Shared fleets of on average smaller vehicles
For cars, we find that strategies that reduce the number and size of cars can deliver significant reductions in emissions related to car production and operation. The sharing economy, which is based on mobile apps, can be the key to making better use of cars. On ride-sharing platforms like Same-Way or BlaBlaCar, it is possible to find passengers travelling long distances or get hitch-hike with somebody. Acquaintances living in Denmark report that there is extensive use of ride sharing also for daily journeys with established 'stops'. It even starts competing with the bus.

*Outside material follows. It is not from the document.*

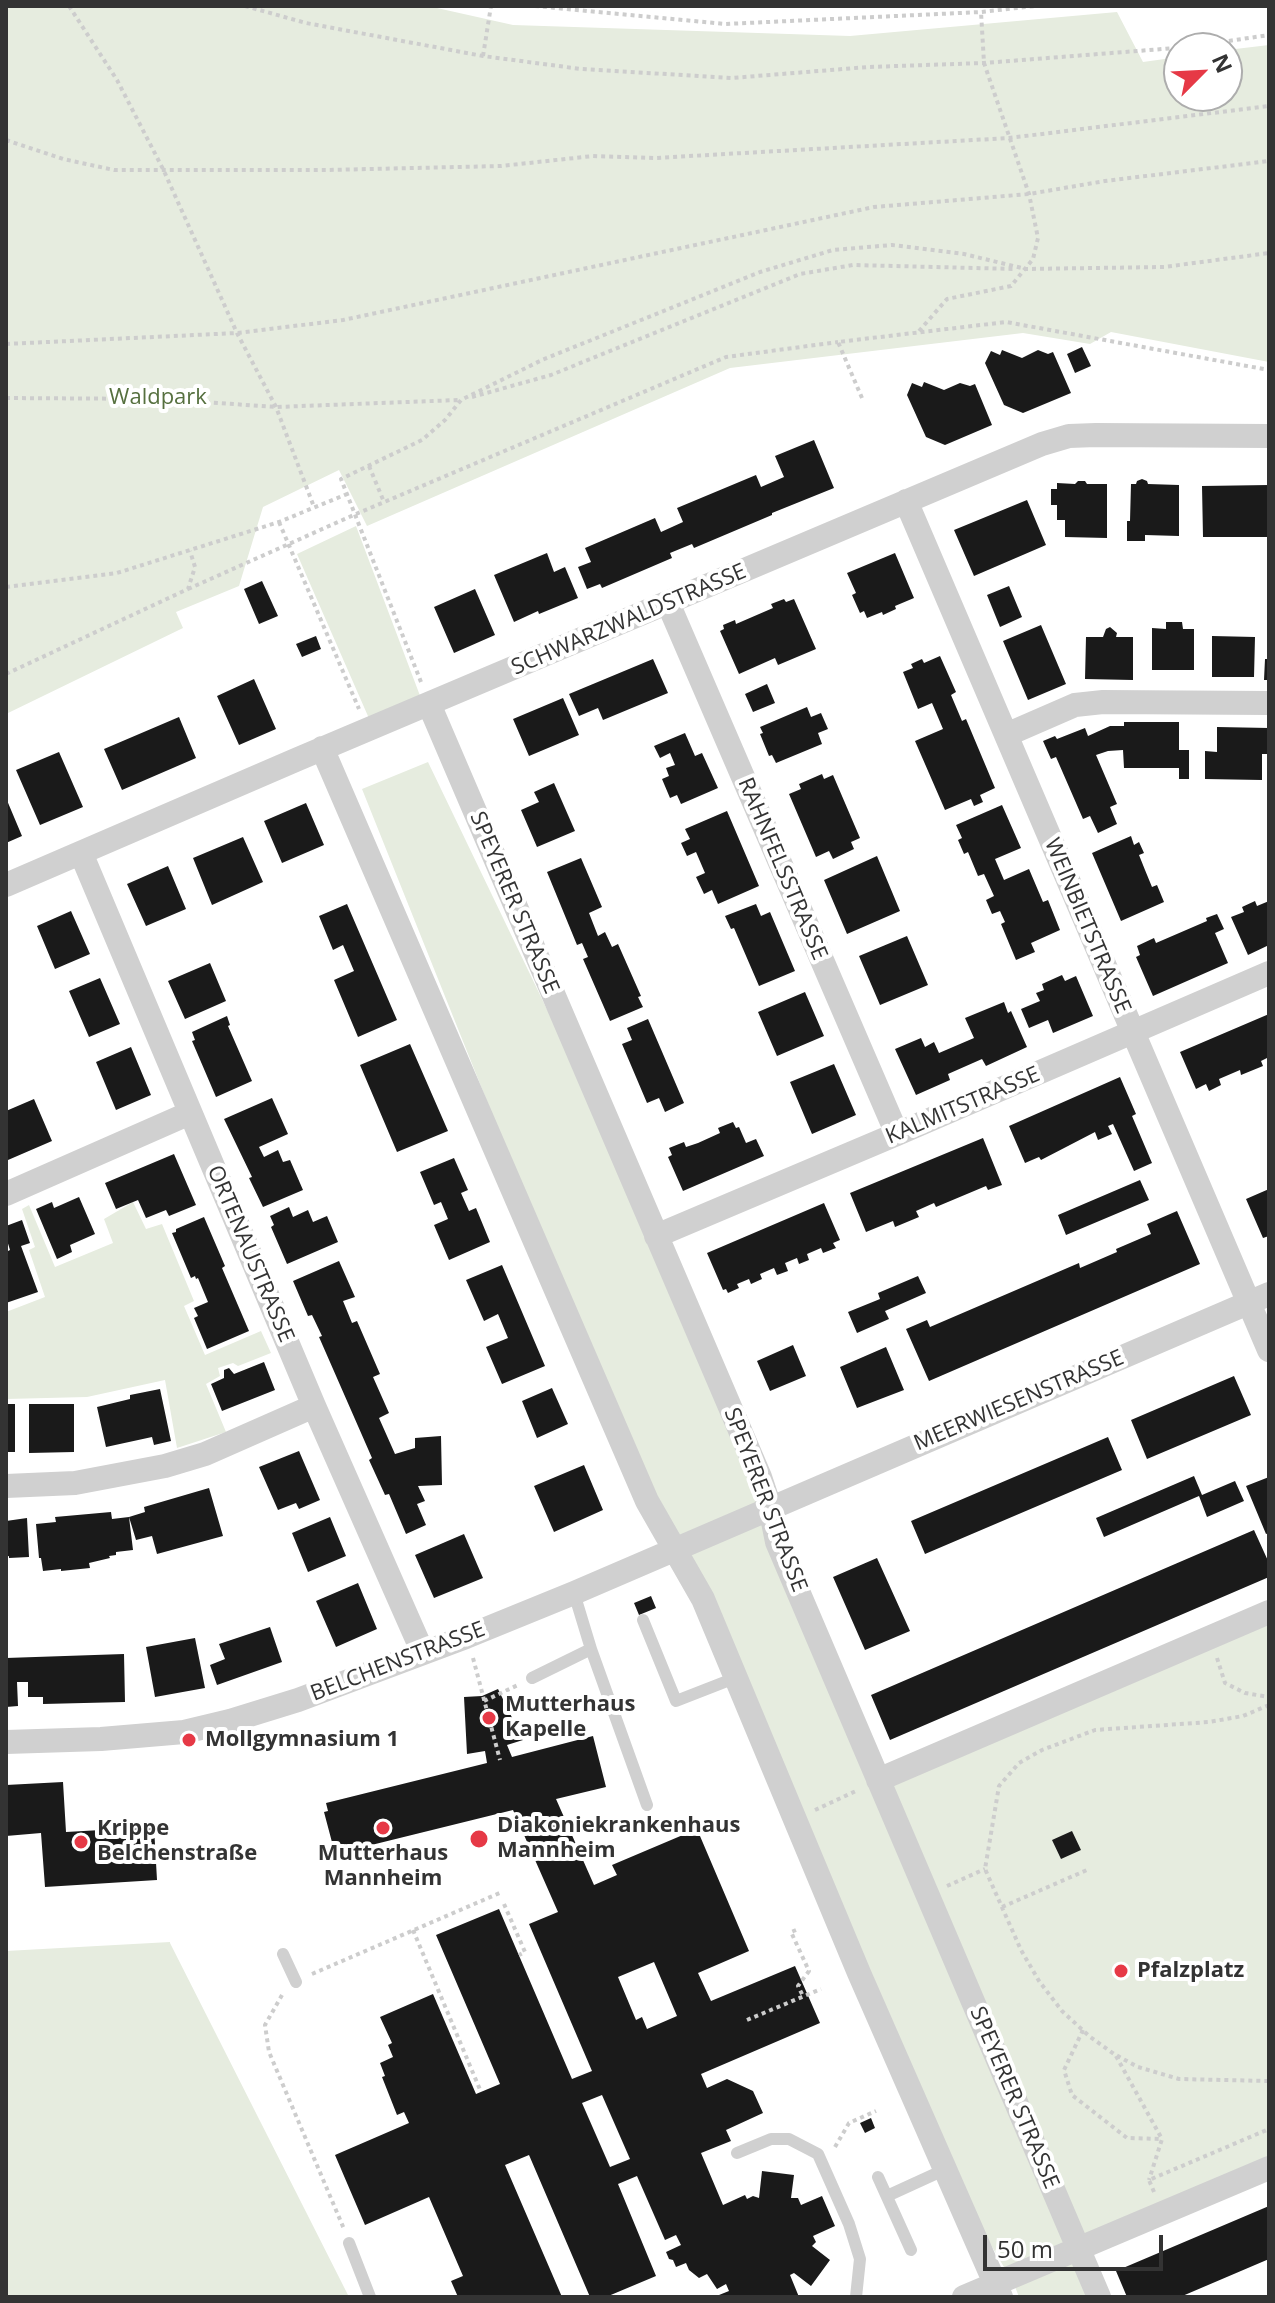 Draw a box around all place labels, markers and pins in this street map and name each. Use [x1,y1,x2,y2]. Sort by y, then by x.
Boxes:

Perhaps a little safer in relation to infection control is car sharing, which has now also reached smaller cities, and which makes it easier to live without owning a car. You rent the car per hour when you really need it. The advantage of car sharing is that the size of cars in the car fleet decreases because you have a large car available the few times you need to shop for furniture, while you rent a small car if you are going to drive the child to the football match. Using on average smaller cars provides savings of both metal and energy.
Now that a transition to clean energy is underway, it is important to address the remaining sources of emissions. It is time for climate policy to aim at the significant potential to reduce emissions through material efficiency and the circular economy.